Task statement:
Each record should be copied exactly, and none of them omitted.

====================

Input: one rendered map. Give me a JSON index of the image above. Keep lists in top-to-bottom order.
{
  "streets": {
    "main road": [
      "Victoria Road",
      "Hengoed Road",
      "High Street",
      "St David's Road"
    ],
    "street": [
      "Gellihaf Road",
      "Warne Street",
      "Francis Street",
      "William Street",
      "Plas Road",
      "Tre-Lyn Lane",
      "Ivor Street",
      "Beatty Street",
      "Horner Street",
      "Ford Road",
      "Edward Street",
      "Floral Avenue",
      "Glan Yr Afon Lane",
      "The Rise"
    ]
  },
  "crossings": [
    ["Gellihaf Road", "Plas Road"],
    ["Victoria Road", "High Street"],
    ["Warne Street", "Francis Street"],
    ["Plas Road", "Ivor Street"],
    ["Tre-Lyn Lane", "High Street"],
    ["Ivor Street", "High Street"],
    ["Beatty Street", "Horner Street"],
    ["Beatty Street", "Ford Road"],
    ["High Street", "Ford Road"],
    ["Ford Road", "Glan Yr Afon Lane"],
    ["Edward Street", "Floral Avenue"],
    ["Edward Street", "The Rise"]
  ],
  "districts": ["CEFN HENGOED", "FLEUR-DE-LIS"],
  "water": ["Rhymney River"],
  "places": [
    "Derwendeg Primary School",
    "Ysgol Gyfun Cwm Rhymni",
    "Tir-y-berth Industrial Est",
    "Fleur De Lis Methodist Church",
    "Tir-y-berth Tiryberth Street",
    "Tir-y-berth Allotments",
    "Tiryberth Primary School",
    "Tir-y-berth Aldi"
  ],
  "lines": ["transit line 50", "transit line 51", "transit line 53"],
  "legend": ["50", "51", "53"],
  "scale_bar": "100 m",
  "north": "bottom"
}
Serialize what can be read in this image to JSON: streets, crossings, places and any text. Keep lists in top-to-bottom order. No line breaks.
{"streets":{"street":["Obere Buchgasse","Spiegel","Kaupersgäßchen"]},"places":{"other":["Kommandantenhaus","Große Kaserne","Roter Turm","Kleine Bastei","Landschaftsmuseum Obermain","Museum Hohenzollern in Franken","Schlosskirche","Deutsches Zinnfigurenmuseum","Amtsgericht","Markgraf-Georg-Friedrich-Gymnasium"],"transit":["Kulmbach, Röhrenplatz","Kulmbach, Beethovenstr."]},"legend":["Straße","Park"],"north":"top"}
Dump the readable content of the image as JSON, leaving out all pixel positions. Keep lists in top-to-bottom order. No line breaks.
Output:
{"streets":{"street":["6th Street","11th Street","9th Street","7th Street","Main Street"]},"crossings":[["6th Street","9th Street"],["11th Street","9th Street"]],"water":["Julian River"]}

====================

Answer area:
Input: one rendered map. Give me a JSON index of the image above. Keep lists in top-to-bottom order.
{
  "streets": {
    "main road": [
      "Victoria Road",
      "Hengoed Road",
      "High Street",
      "St David's Road"
    ],
    "street": [
      "Gellihaf Road",
      "Warne Street",
      "Francis Street",
      "William Street",
      "Plas Road",
      "Tre-Lyn Lane",
      "Ivor Street",
      "Beatty Street",
      "Horner Street",
      "Ford Road",
      "Edward Street",
      "Floral Avenue",
      "Glan Yr Afon Lane",
      "The Rise"
    ]
  },
  "crossings": [
    ["Gellihaf Road", "Plas Road"],
    ["Victoria Road", "High Street"],
    ["Warne Street", "Francis Street"],
    ["Plas Road", "Ivor Street"],
    ["Tre-Lyn Lane", "High Street"],
    ["Ivor Street", "High Street"],
    ["Beatty Street", "Horner Street"],
    ["Beatty Street", "Ford Road"],
    ["High Street", "Ford Road"],
    ["Ford Road", "Glan Yr Afon Lane"],
    ["Edward Street", "Floral Avenue"],
    ["Edward Street", "The Rise"]
  ],
  "districts": ["CEFN HENGOED", "FLEUR-DE-LIS"],
  "water": ["Rhymney River"],
  "places": [
    "Derwendeg Primary School",
    "Ysgol Gyfun Cwm Rhymni",
    "Tir-y-berth Industrial Est",
    "Fleur De Lis Methodist Church",
    "Tir-y-berth Tiryberth Street",
    "Tir-y-berth Allotments",
    "Tiryberth Primary School",
    "Tir-y-berth Aldi"
  ],
  "lines": ["transit line 50", "transit line 51", "transit line 53"],
  "legend": ["50", "51", "53"],
  "scale_bar": "100 m",
  "north": "bottom"
}
Serialize what can be read in this image to JSON: streets, crossings, places and any text. Keep lists in top-to-bottom order. No line breaks.
{"streets":{"street":["Obere Buchgasse","Spiegel","Kaupersgäßchen"]},"places":{"other":["Kommandantenhaus","Große Kaserne","Roter Turm","Kleine Bastei","Landschaftsmuseum Obermain","Museum Hohenzollern in Franken","Schlosskirche","Deutsches Zinnfigurenmuseum","Amtsgericht","Markgraf-Georg-Friedrich-Gymnasium"],"transit":["Kulmbach, Röhrenplatz","Kulmbach, Beethovenstr."]},"legend":["Straße","Park"],"north":"top"}
Dump the readable content of the image as JSON, leaving out all pixel positions. Keep lists in top-to-bottom order. No line breaks.
Output:
{"streets":{"street":["6th Street","11th Street","9th Street","7th Street","Main Street"]},"crossings":[["6th Street","9th Street"],["11th Street","9th Street"]],"water":["Julian River"]}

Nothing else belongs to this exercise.